Natürlich ist auch das Persönliche politisch und das Politische persönlich, wie schon der gute alte Schweizer Dichter Gottfried Keller im 19. Jahrhundert wusste. Für ihn war alles politisch und zwar vom „Dachziegel bis zur Schuhsohle“. In Anbetracht all der Hiobsbotschaften, die uns das Jahr 2015 ins Haus brachte, möchte ich mit Bezug auf das bevorstehende Lutherjahr - hi gut protestantisch aller Wege - sagen:
„Und wenn die Welt voll Teufel wär,
und wollt uns gar verschlingen,
so fürchten wir uns nicht so sehr,
es soll uns doch gelingen“ (Martin Luther „Ein feste Burg ist unser Gott“)
Auch die Worte eines französisch-katholisch geschulten, kommunistischen Dichters seien in Erinnerung gerufen:
„Es ist nötig zu sprechen, es ist nötig zu sagen, was ist, selbst wenn viele Münder anders gesprochen haben – selbst wenn alle anders gesprochen haben“ Henri Barbusse, „Jesus“, Leipzig/Wien 1928, S.126
Das nahende Christfest mag auch den Bezug auf den älteren Teil der Bibel erlauben:
"Das Volk, das im Finstern lebt, sieht ein großes Licht; hell strahlt es auf über denen, die ohne Hoffnung sind. (...) Die Soldatenstiefel, die beim Marschieren so laut dröhnen, und all die blutverschmierten Kampfgewänder werden ins Feuer geworfen und verbrannt.
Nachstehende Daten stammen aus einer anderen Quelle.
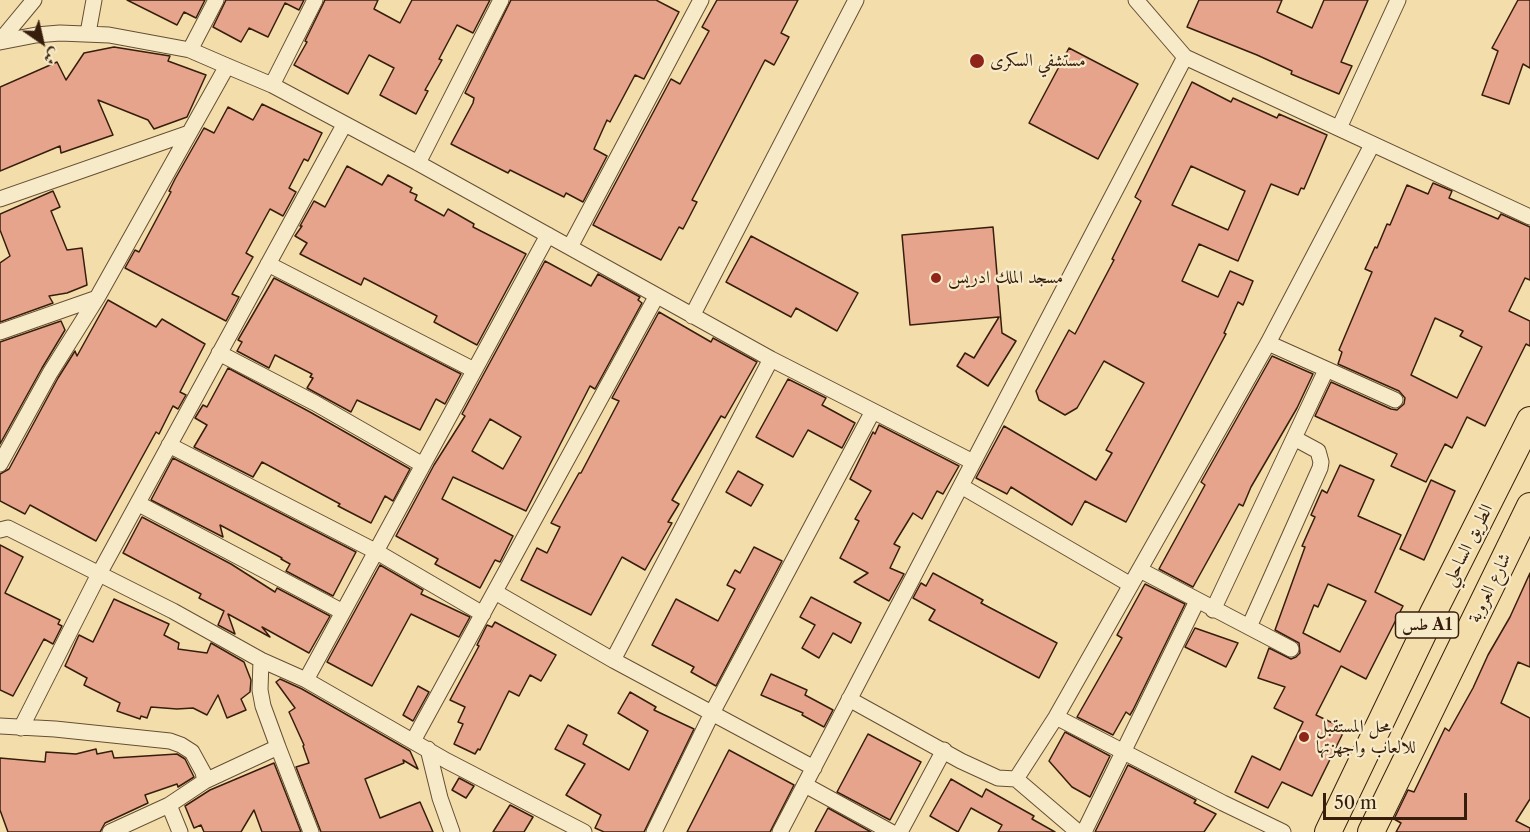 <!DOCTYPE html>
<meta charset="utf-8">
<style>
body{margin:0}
#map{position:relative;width:1530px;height:832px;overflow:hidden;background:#f3deab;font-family:"Libre Caslon Text",Amiri,serif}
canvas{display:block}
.north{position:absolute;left:12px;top:12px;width:60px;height:60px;-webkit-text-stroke:4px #f7eac8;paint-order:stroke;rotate:146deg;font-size:16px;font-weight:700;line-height:24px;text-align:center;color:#371e0c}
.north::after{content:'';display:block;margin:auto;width:21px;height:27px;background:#371e0c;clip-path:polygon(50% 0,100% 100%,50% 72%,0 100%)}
.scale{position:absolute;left:1323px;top:793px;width:144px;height:27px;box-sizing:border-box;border:3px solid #371e0c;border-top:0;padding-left:8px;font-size:18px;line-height:21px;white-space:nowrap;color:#371e0c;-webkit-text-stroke:4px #f7eac8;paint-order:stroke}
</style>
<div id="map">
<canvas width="1530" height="832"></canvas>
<div class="north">ش</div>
<div class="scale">50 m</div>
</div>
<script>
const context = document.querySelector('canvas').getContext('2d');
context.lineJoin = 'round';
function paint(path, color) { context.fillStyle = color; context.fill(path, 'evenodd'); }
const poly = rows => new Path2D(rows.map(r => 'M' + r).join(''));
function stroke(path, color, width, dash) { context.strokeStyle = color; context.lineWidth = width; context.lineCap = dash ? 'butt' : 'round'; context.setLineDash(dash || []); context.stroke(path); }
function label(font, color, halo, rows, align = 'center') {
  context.font = font + ' "Libre Caslon Text",Amiri,serif'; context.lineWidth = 4.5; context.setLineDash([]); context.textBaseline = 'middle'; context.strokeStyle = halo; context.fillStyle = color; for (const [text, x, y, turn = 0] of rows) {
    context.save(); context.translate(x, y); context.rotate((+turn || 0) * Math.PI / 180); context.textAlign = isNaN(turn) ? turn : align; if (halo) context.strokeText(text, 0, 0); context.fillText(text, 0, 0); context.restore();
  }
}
const building = poly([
 [127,0,205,0,196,18,184,12,177,25,127,0],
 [226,0,304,0,299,10,285,3,268,37,249,28,241,42,213,27,226,0],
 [325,0,378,0,374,9,400,23,412,0,490,0,473,33,457,25,439,59,442,60,425,90,428,91,416,114,380,95,394,68,369,55,348,94,294,65,307,42,305,41,325,0],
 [511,0,656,0,679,12,644,79,635,75,610,122,607,120,594,149,607,156,583,202,566,193,564,197,510,170,508,173,451,144,473,103,474,98,465,93,511,0],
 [717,0,798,0,781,33,789,37,774,65,765,60,692,200,697,202,683,229,679,227,661,260,593,225,671,79,680,84,709,31,702,27,717,0],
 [1199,0,1282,0,1277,12,1312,28,1324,0,1368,0,1341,62,1352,66,1339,94,1291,74,1292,71,1257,55,1187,27,1199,0],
 [1518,0,1530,0,1530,68,1523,64,1509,104,1482,95,1498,51,1492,48,1518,0],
 [114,47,170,56,168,61,206,75,187,117,154,129,148,120,98,100,113,135,61,153,60,146,0,171,0,87,57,62,66,80,84,53,114,47],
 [1069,48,1138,84,1098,159,1029,123,1069,48],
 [1192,82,1231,102,1233,98,1277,118,1279,114,1327,135,1304,189,1301,188,1298,195,1271,184,1238,261,1199,244,1182,281,1218,297,1230,271,1253,281,1243,305,1238,302,1224,333,1226,334,1126,522,1085,501,1072,525,1011,487,1007,494,976,478,1004,426,1096,480,1112,453,1106,450,1144,383,1104,361,1077,408,1065,415,1039,400,1036,391,1069,330,1075,334,1114,260,1112,259,1141,201,1135,197,1192,82],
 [1191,166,1245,191,1228,230,1172,205,1191,166],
 [262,104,322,133,308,161,304,159,289,188,296,192,283,216,270,209,246,253,253,257,232,294,239,297,226,321,125,268,135,250,139,252,171,192,169,191,175,179,204,128,214,133,228,107,253,120,262,104],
 [347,166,382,185,388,175,412,188,410,192,417,195,415,200,444,216,448,209,474,224,473,227,526,254,477,345,434,322,437,316,364,278,361,285,300,254,307,243,295,236,302,226,300,226,314,201,325,207,347,166],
 [1433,183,1452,191,1449,198,1498,219,1501,214,1530,227,1530,280,1525,278,1509,311,1530,321,1530,346,1526,344,1485,426,1467,417,1452,448,1445,444,1426,482,1391,466,1397,454,1315,416,1331,382,1391,409,1397,410,1404,404,1405,398,1399,391,1338,364,1342,352,1339,350,1372,272,1365,269,1375,247,1377,248,1387,224,1390,225,1407,185,1428,194,1433,183],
 [1435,318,1463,331,1460,336,1482,347,1457,398,1411,375,1435,318],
 [53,191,60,207,51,211,67,250,82,248,87,285,67,293,49,296,53,303,0,322,0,263,10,256,0,230,0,214,53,191],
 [993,227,1002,333,1016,341,988,386,957,366,965,353,974,358,999,317,910,325,902,235,993,227],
 [751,236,858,293,837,331,796,308,791,317,726,282,751,236],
 [545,261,591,286,598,274,640,297,638,300,642,303,595,389,590,386,526,511,453,477,442,499,513,536,500,562,495,560,480,588,435,564,438,559,396,536,434,465,465,416,462,414,545,261],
 [490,419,521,437,503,469,472,451,490,419],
 [274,278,461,374,445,404,436,399,420,430,357,400,351,412,307,388,313,378,310,377,312,374,275,355,269,368,237,351,242,342,238,340,274,278],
 [108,300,156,327,162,319,205,344,180,392,186,395,178,409,173,406,159,434,156,432,96,541,30,505,25,514,0,501,0,474,9,469,58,378,75,351,77,356,108,300],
 [659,312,711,342,713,338,757,362,725,418,721,416,672,500,679,504,668,522,672,523,645,570,622,557,591,615,521,580,537,548,547,553,560,527,551,523,579,473,581,473,619,401,612,398,659,312],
 [61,321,65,330,42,368,0,444,0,342,61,321],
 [1272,356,1313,374,1297,408,1251,487,1243,506,1239,504,1193,587,1159,569,1205,485,1201,482,1272,356],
 [228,368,310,412,410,469,393,501,385,496,371,523,338,506,340,504,262,462,253,477,194,447,207,425,195,418,203,405,207,407,228,368],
 [788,379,826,398,822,405,855,423,842,448,808,430,793,457,756,437,788,379],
 [879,425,959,466,943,494,937,491,922,519,913,513,894,544,900,547,890,568,904,574,889,601,854,582,868,573,840,558,859,521,855,519,871,491,850,479,873,432,875,434,879,425],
 [173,458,356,552,333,596,286,571,290,564,281,559,282,558,220,525,223,537,151,500,173,458],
 [1340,465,1374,480,1358,516,1401,535,1375,592,1403,606,1366,679,1341,666,1316,715,1345,729,1312,796,1282,782,1268,808,1235,792,1252,756,1280,770,1303,722,1274,708,1285,687,1258,678,1269,648,1291,659,1296,657,1300,653,1299,643,1275,630,1305,547,1302,546,1315,517,1311,515,1322,490,1327,493,1340,465],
 [1328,584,1366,601,1340,652,1303,633,1314,605,1318,607,1328,584],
 [738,471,763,485,751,506,726,492,738,471],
 [1431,480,1455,491,1424,560,1400,549,1431,480],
 [142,517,231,564,275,592,277,588,330,616,309,653,262,627,270,637,228,614,235,634,218,625,224,611,199,598,201,594,123,553,142,517],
 [0,545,23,557,5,593,60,620,58,624,62,626,53,644,44,639,13,696,0,690,0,545],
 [754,547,782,561,716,686,691,672,694,667,652,645,676,599,718,621,735,589,727,585,735,570,740,573,754,547],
 [380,565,423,590,421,594,470,617,459,637,411,614,372,686,327,662,380,565],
 [933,573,983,600,981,603,1057,643,1039,678,929,620,935,610,913,598,921,583,926,586,933,573],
 [1530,573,1530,667,1518,662,1501,703,1530,718,1530,799,1516,821,1530,828,1530,832,1396,832,1401,823,1394,819,1408,790,1414,792,1445,728,1449,731,1473,688,1488,655,1510,617,1530,573],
 [1145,584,1185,604,1133,710,1130,715,1126,712,1113,735,1077,717,1122,638,1117,635,1145,584],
 [811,597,861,623,851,643,833,633,819,658,802,648,815,625,800,617,811,597],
 [114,599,169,624,164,635,179,643,178,649,207,653,211,643,244,662,251,680,250,692,241,699,246,710,227,718,218,695,207,715,193,708,177,709,151,707,147,718,141,716,140,719,117,711,120,703,84,685,87,678,65,666,79,635,93,642,114,599],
 [495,622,556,655,541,681,530,675,519,696,509,691,480,750,478,749,475,754,454,744,463,724,458,722,465,707,450,700,479,646,477,645,487,625,492,627,495,622],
 [1195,628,1238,643,1226,667,1185,647,1195,628],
 [771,674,807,690,805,695,833,710,824,727,802,715,803,713,761,695,771,674],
 [280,679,302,689,410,751,418,769,403,760,404,763,365,779,380,818,420,802,433,832,321,832,296,767,309,763,303,746,304,745,289,712,295,708,276,682,280,679],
 [418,686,429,692,413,721,403,715,418,686],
 [630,692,656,707,654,710,694,729,644,832,604,832,595,828,601,815,566,795,585,764,555,749,568,725,587,735,583,744,629,770,648,731,618,713,630,692],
 [1065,732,1110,756,1090,797,1072,787,1049,761,1065,732],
 [868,734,921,762,890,820,837,792,868,734],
 [96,749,97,754,112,751,114,758,177,754,185,759,194,777,178,787,177,784,145,795,148,803,105,823,100,832,8,832,0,810,0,758,45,762,46,752,76,754,96,749],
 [729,750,794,785,770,832,687,832,729,750],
 [274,763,301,832,262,832,254,810,241,832,204,832,201,825,194,828,185,806,210,790,274,763],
 [1128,765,1196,800,1194,803,1216,814,1204,832,1095,832,1128,765],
 [459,778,474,786,466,798,452,790,459,778],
 [951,779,982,797,986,789,1034,816,1032,819,1055,832,998,832,1002,825,971,808,958,832,930,816,951,779],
 [510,805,533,817,524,832,493,832,510,805],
 [828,808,871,832,815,832,828,808]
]);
paint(building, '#e6a48c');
stroke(building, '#371e0c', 1.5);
const minor = poly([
 [1136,0,1185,57,1530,217],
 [88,33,94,0],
 [0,41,34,0],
 [0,42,36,35,60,33,109,35,190,50,227,66,272,85,418,163,771,359,973,462],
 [190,50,216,0],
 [272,85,315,0],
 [1339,128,1398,0],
 [418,163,501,0],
 [0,199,189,133],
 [570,247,701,0],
 [268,264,474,370],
 [692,316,856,0],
 [0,332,97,298],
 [1268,343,1395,400],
 [219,353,315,403,423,465],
 [169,445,377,552,483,614],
 [0,464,50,373,97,298,227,66],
 [961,486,1131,585],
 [139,504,343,612],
 [0,530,8,528,173,611,261,660,306,680,447,761,584,832],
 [1140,570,1291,649],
 [495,592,613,660,814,768],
 [1213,610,1326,370],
 [1249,627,1320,468,1321,462,1318,451,1294,438],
 [613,660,771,359],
 [306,680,548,235],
 [849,699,961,761,998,778,1016,779,1078,832],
 [1056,717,1223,803,1283,832],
 [0,726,55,729,170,741,181,745,192,752,203,772,205,781],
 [21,728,99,574,344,125],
 [413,741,656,297],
 [278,747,311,832],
 [428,749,440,798,452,832],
 [1016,779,1056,717,1268,343,1372,145],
 [805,785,891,832],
 [169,805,180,832],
 [110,832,169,805,205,781,278,747,263,706,260,690,261,660],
 [654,832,712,713,873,411],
 [780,832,1185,57],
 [900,832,944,750],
 [1084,832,1197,601]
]);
const trunk = poly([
 [1328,832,1433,613,1530,420],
 [1371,832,1530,506]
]);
stroke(minor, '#664e34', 17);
stroke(trunk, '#371e0c', 28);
stroke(minor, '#f7eac8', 15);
stroke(trunk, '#f3deab', 26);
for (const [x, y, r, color] of [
 [977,61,8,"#8f2418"],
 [936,278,6,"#8f2418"],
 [1304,737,6,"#8f2418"]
]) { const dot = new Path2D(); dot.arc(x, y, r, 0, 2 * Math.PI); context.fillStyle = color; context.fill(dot); stroke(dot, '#f7eac8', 2); }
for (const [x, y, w] of [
 [1427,625,63]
]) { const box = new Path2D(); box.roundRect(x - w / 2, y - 13, w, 26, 4.5); context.fillStyle = '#f7eac8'; context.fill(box); stroke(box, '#371e0c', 1.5); }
label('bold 16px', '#371e0c', null, [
 ["طس A1",1427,625]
]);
label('18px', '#371e0c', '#f7eac8', [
 ["مستشفي السكرى",990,61],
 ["مسجد الملك ادريس",948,278],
 ["محل المستقبل",1316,727],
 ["للالعاب واجهزتها",1316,748]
], 'left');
label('18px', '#371e0c', '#f7eac8', [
 ["الطريق الساحلي",1468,545,-63],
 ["شارع العروبة",1490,588,-64]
]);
</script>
Denn uns ist ein Kind geboren! Ein Sohn ist uns geschenkt! Er wird die Herrschaft übernehmen. Man nennt ihn 'Wunderbarer Ratgeber', 'Starker Gott', 'Ewiger Vater', 'Friedefürst'. Er wird seine Herrschaft weit ausdehnen und dauerhaften Frieden bringen." aus dem Alten Testament Jesaja 9, Verse 1, 4-6a
Diese Weihnacht könnten wir theoretisch mit Bezugnahme auf die alttestamentarische Botschaft als großes Friedensfest begehen. Wir feiern schließlich 70 Jahre Kriegsende und 70 Jahre Überwindung des mordbrennerischen Hitlerfaschismus.
Wir gedenken heuer auch der 70 langen Jahre einer völkerversöhnenden UN-Charta, eines universell gültigen Friedensinstruments. Wir können uns auf diese wertvollen völkerrechtlichen Grundlagen stützen und uns sogar auf die 2 700 Jahre alten Worte des biblischen Propheten Jessaja berufen, der die Ankunft des „Friedefürsten“ damals schon verkündet hat.
Als 'christliche Werte-Gemeinschaft', an dessen Spitze der bibelkundige Theologe Gauck und die Pfarrerstochter Merkel stehen, müssten wir uns redlicher Weise auf die ur-christliche Weihnachtsbotschaft vom Gerechtigkeit stiftenden Frieden beziehen. Wir müssten politisch dafür arbeiten, Gerechtigkeit und Wahrhaftigkeit in die Tat umzusetzen. Unser gemeinsames Bemühen müsste dahin gehen, den beiden meist genannten Vokabeln der Bibel praktisch Geltung zu verschaffen.
In den goldenen Zwischenkriegsjahren des vorigen Jahrhunderts legte uns der damals gefeierte französische Anti-Kriegsautor Henri Barbusse in zwei Jesus-Schriften eine moderne Deutung der Christusfigur nahe, aus der gar die Verwandtschaft zwischen Christentum und Kommunismus abzulesen ist.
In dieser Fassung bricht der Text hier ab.